Resident Elopement Due to Inadequate Supervision and Security
Summary
The facility failed to provide adequate supervision and a secure environment to prevent the elopement of a resident who was physically and cognitively impaired. The resident, who had a history of dementia, diabetes, and mobility issues, was able to exit the facility unsupervised when an unknown staff member unlocked the door. The resident wandered through the parking lot, crossed a two-lane road, and traveled approximately 0.7 miles along a four-lane road with moderate traffic, placing him at risk for serious injury or death. The resident's medical records indicated he was at risk for elopement due to cognitive impairment, decreased mobility, and poor decision-making skills. Despite these risks, the facility did not implement adequate interventions to prevent his elopement. Staff were unaware of the resident's whereabouts for approximately two hours until his son called to inform them of his location. Interviews with staff revealed a lack of awareness and urgency in responding to the resident's absence, and the facility's elopement protocols were not followed promptly. The facility's failure to maintain a secure environment and provide adequate supervision was compounded by issues such as unlocked doors, lack of staff training on elopement procedures, and insufficient communication among staff regarding high-risk residents. The resident's elopement was not promptly addressed, and the facility did not contact local authorities to assist in the search, further delaying the resident's safe return.
Removal Plan
- The resident was returned to the facility and immediately received a nursing physical assessment with no findings of injuries or identified concerns. The physician and resident representative were notified of the event.
- The Elopement Risk Alert Binder was reviewed to ensure all residents at risk for elopement had a picture and demographics in place. The affected resident remained on 1:1 supervision.
- The facility conducted a head count of all current residents; all were safe and accounted for.
- All exit doors were assessed by the Executive Director and Maintenance Director to ensure proper functioning; no issues or concerns were identified.
- Re-evaluations/review of all current residents for elopement risk was conducted.
- All door codes were changed.
- An Immediate Federal Report was filed.
- DCF agent arrived to investigate inadequate supervision with findings unsubstantiated.
- The DON/designee reviewed elopement binders to ensure residents at risk for elopement were present and identified.
- The Executive Director/designee and DON/designee began reviews to ensure the safety and well-being related to elopement was maintained by the continued participation, evaluation, and intervention through maintaining the Quality Assurance/Performance Improvement (QAPI) process.
- Weekly audits were initiated on the components of elopement care management system with emphasis on adequate supervision. Audit findings were reported to the QAPI Committee weekly until a committee determination of substantial compliance and recommendation of monthly monitoring by the Regional Director of Clinical Operations when completing their systems review.
- French door magnetic lock system was reactivated by maintenance.
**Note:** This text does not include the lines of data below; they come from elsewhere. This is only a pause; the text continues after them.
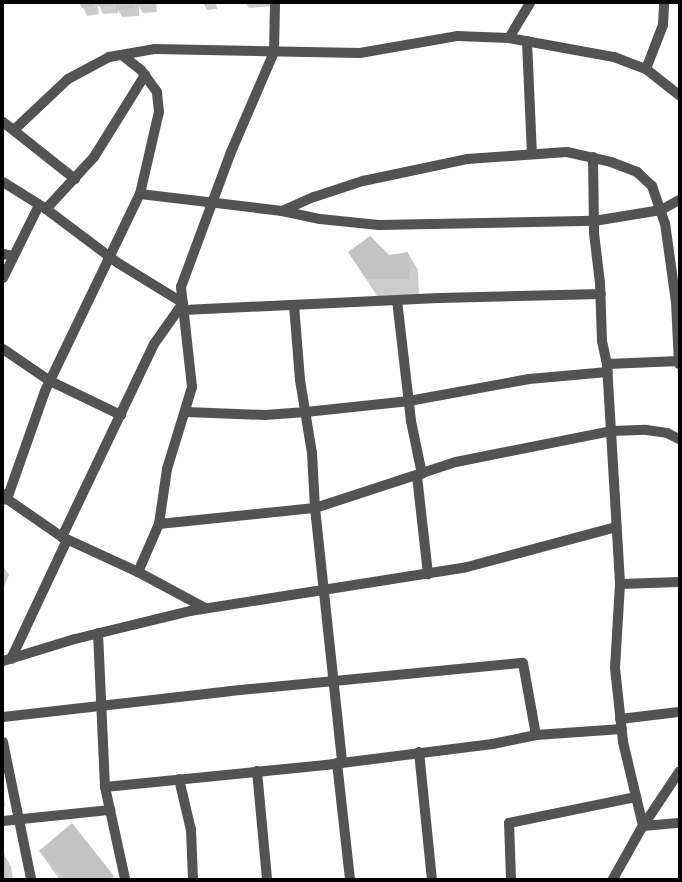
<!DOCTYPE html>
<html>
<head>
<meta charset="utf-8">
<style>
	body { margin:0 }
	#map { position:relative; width:682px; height:882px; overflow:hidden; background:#fff; font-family:Lato,sans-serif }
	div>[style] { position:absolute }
	.shadow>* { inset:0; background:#0003 }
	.building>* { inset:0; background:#c3c3c3 }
	.minor>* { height:10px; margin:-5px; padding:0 5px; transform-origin:5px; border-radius:5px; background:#535353 }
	span { translate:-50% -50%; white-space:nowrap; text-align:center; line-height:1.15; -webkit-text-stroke:3px #fff; paint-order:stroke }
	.frame { position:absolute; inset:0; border:4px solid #000; pointer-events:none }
</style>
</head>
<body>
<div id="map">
	<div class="shadow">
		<i style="clip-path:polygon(81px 3px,97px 3px,99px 14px,87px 16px)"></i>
		<i style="clip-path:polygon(98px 3px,156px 3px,157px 12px,143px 13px,139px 6px,139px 16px,122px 17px,118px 10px,118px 13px,103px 14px)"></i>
		<i style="clip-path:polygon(203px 3px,216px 3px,217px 9px,207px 10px)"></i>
		<i style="clip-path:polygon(246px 3px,273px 3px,274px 6px,249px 8px)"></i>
		<i style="clip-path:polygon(425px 3px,444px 3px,425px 4px)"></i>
		<i style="clip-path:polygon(349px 252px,388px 256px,408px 253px,418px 270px,419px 296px,377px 296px)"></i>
		<i style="clip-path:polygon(3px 566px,9px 575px,3px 589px)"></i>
		<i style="clip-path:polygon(3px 792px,5px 806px,3px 806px)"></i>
		<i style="clip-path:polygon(40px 852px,113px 877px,115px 879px,59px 879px)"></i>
		<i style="clip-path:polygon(4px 854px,11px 867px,13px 879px,3px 879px)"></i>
	</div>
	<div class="building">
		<i style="clip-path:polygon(80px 3px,94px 3px,94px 6px,81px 8px)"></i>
		<i style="clip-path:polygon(97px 3px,114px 3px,114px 5px,98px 6px)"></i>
		<i style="clip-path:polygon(116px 3px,135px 3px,135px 8px,116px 9px)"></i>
		<i style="clip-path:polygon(370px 236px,389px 255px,408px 252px,410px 279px,366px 279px,348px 252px)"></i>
		<i style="clip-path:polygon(72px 823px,114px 876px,111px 879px,64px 879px,39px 851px)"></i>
		<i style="clip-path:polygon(3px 853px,4px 853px,8px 879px,3px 879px)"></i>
	</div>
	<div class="minor">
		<i style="left:509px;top:38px;width:41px;rotate:-59deg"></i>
		<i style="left:527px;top:41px;width:113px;rotate:87.5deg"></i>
		<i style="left:646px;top:69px;width:42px;rotate:38.2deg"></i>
		<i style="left:3px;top:122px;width:92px;rotate:38.4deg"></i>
		<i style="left:15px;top:129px;width:73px;rotate:-43.3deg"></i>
		<i style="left:68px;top:79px;width:47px;rotate:-28.2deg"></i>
		<i style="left:109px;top:57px;width:47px;rotate:-9.9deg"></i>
		<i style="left:155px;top:49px;width:205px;rotate:1.1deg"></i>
		<i style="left:360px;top:53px;width:98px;rotate:-9.9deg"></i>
		<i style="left:457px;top:36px;width:52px;rotate:2.2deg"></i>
		<i style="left:509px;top:38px;width:107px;rotate:10.3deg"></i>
		<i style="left:614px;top:57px;width:34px;rotate:21deg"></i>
		<i style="left:646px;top:69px;width:47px;rotate:-68.9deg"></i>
		<i style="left:663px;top:25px;width:22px;rotate:-87deg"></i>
		<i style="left:593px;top:157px;width:76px;rotate:89.2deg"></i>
		<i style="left:594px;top:233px;width:50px;rotate:83.2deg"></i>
		<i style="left:600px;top:283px;width:58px;rotate:88deg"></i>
		<i style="left:602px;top:341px;width:24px;rotate:78deg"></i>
		<i style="left:3px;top:182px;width:51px;rotate:32.1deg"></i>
		<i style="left:46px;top:209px;width:90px;rotate:36.9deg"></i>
		<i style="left:118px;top:263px;width:76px;rotate:31.6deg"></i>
		<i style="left:183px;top:303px;width:50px;rotate:125.3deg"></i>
		<i style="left:154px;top:344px;width:214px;rotate:115.5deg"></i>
		<i style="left:140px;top:194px;width:143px;rotate:6.8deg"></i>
		<i style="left:282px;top:211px;width:35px;rotate:-24deg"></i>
		<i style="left:314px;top:197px;width:52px;rotate:-18.1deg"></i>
		<i style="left:363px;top:181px;width:106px;rotate:-11.9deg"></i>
		<i style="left:467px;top:159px;width:100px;rotate:-4deg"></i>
		<i style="left:567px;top:152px;width:45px;rotate:12.8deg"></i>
		<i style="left:611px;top:162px;width:28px;rotate:21deg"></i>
		<i style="left:637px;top:172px;width:21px;rotate:43deg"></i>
		<i style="left:652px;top:186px;width:39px;rotate:71deg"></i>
		<i style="left:665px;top:223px;width:80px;rotate:82.1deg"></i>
		<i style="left:676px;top:302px;width:62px;rotate:87.2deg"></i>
		<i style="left:46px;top:209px;width:71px;rotate:-47.3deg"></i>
		<i style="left:94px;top:157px;width:97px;rotate:-58.1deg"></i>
		<i style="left:282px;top:211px;width:39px;rotate:12deg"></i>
		<i style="left:320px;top:219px;width:59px;rotate:5.8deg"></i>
		<i style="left:379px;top:225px;width:215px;rotate:-1.1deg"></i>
		<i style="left:594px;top:221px;width:68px;rotate:-9.3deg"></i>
		<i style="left:661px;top:210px;width:21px;rotate:-29deg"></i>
		<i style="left:3px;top:254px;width:10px;rotate:11deg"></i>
		<i style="left:3px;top:278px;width:81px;rotate:-63.7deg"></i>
		<i style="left:397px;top:300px;width:122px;rotate:83.4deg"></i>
		<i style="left:411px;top:421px;width:54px;rotate:78.3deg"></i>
		<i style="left:294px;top:305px;width:75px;rotate:85.4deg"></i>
		<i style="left:300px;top:380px;width:74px;rotate:80.7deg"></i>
		<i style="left:312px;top:453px;width:55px;rotate:86.9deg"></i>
		<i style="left:315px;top:508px;width:255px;rotate:83.9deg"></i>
		<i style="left:184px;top:310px;width:255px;rotate:-2.7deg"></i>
		<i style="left:439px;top:298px;width:162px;rotate:-1.4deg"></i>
		<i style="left:3px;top:349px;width:57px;rotate:34.2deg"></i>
		<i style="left:50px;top:381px;width:79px;rotate:25.6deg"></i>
		<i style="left:679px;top:361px;width:72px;rotate:177.6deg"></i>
		<i style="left:607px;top:364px;width:220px;rotate:86.6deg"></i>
		<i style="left:620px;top:584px;width:84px;rotate:93.4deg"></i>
		<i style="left:615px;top:668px;width:74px;rotate:83.8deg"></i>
		<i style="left:623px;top:742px;width:86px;rotate:76.6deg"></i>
		<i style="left:643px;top:826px;width:36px;rotate:-5deg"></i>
		<i style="left:186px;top:412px;width:79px;rotate:2.2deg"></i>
		<i style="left:265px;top:415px;width:41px;rotate:-4.2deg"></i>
		<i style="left:306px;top:412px;width:104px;rotate:-6.1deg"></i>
		<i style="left:409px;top:401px;width:122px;rotate:-10.4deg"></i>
		<i style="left:529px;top:379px;width:79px;rotate:-5.1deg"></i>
		<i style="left:417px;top:476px;width:99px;rotate:83.6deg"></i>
		<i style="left:4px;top:494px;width:6px;rotate:59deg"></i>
		<i style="left:7px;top:499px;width:67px;rotate:34.6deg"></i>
		<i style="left:62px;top:537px;width:84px;rotate:24.7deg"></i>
		<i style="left:138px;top:572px;width:76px;rotate:28.2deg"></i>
		<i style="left:3px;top:500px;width:4px;rotate:-14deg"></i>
		<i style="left:7px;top:499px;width:114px;rotate:-70.6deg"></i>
		<i style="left:45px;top:391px;width:219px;rotate:-64.3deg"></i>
		<i style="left:140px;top:194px;width:84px;rotate:-77deg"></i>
		<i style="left:159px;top:112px;width:20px;rotate:-96deg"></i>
		<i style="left:157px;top:92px;width:27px;rotate:-126deg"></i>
		<i style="left:141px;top:70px;width:24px;rotate:-142deg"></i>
		<i style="left:159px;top:524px;width:157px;rotate:-5.9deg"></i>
		<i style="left:315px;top:508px;width:148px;rotate:-18.1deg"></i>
		<i style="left:456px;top:462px;width:158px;rotate:-11.3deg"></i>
		<i style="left:611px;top:431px;width:35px;rotate:-2deg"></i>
		<i style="left:646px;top:430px;width:21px;rotate:8deg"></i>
		<i style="left:667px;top:433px;width:13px;rotate:27deg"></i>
		<i style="left:138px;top:572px;width:52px;rotate:-66.4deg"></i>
		<i style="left:159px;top:524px;width:56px;rotate:-81.7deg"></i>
		<i style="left:167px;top:469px;width:86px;rotate:-73deg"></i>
		<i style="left:192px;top:387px;width:101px;rotate:-96.3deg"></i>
		<i style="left:181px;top:287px;width:144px;rotate:-69.7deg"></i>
		<i style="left:231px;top:152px;width:109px;rotate:-66.7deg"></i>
		<i style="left:274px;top:52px;width:49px;rotate:-88.8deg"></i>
		<i style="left:620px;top:584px;width:59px;rotate:-1.9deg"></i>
		<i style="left:98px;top:633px;width:154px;rotate:87.4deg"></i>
		<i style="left:105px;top:787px;width:94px;rotate:77.7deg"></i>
		<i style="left:11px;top:659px;width:132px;rotate:-64.8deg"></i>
		<i style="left:3px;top:661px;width:75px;rotate:-17deg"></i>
		<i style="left:75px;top:639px;width:118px;rotate:-13.7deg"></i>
		<i style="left:190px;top:611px;width:280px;rotate:-9deg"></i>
		<i style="left:467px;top:567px;width:154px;rotate:-15deg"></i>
		<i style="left:3px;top:717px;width:228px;rotate:-6.5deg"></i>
		<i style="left:230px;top:691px;width:294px;rotate:-5.5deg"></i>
		<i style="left:523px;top:663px;width:73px;rotate:79.8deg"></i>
		<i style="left:536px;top:735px;width:86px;rotate:-4deg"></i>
		<i style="left:620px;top:719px;width:59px;rotate:-6.8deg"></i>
		<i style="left:3px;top:742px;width:140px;rotate:78.4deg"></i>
		<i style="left:419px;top:752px;width:128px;rotate:84.2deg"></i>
		<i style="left:337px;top:763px;width:117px;rotate:83.6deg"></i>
		<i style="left:257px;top:771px;width:108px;rotate:84.7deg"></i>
		<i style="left:179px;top:779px;width:52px;rotate:76.8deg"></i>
		<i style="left:191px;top:830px;width:49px;rotate:87.7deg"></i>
		<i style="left:105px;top:787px;width:222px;rotate:-5.7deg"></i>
		<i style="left:326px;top:765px;width:168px;rotate:-7.2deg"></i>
		<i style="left:493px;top:744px;width:44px;rotate:-11.8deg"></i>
		<i style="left:3px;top:821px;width:108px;rotate:-5.9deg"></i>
		<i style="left:511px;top:879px;width:56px;rotate:-92deg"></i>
		<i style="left:509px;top:823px;width:130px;rotate:-11.6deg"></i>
		<i style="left:613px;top:879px;width:57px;rotate:-60.8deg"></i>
		<i style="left:641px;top:829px;width:69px;rotate:-56.3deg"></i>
	</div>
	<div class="frame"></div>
</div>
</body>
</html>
The front door screamer system was assessed and found to be working properly; the volume was increased.
- Review of all residents identified at risk for elopement was completed by Unit Manager/designee for Elopement Screen, Care Plans related to wandering risk, CNAs Kardex reflective of resident status, and presence in Elopement Binders.
- The Maintenance Director contacted local electrical vendor for door alarm and nurse call system inspections; inspections were completed with no identified concerns.
- The DON/designee educated staff on: components of regulation F600 with an emphasis on abuse, neglect, and adequate supervision with posttests.
- 100% of actively working staff were re-educated in person and/or via telephone; no inactive or scheduled staff were permitted to work without prior receipt of in-person education. Any future newly hired employees were to receive the same education with orientation.
- Electrician provider was contacted for addition of wanderguard (alerting bracelet) system installation.
- 24-hour door monitors were scheduled until the wanderguard system installation completion.
- Ad Hoc QAPI attended by Medical Director, DON, and Regional President (in place of Nursing Home Administrator), and Regional Nurse Consultant was convened to review the components of ongoing elopement, the Charter Performance Improvement Plan (PIP) that included education, drills, resident evaluations, door and alarm checks, elopement risk binders placement and accuracy, french door at lobby exit magnetic lock functioning, 24-hour door monitors, new wanderguard system in place and audits completed, and systemic change and effectiveness review.
- Plans and interventions in place were determined by the facility to be effective.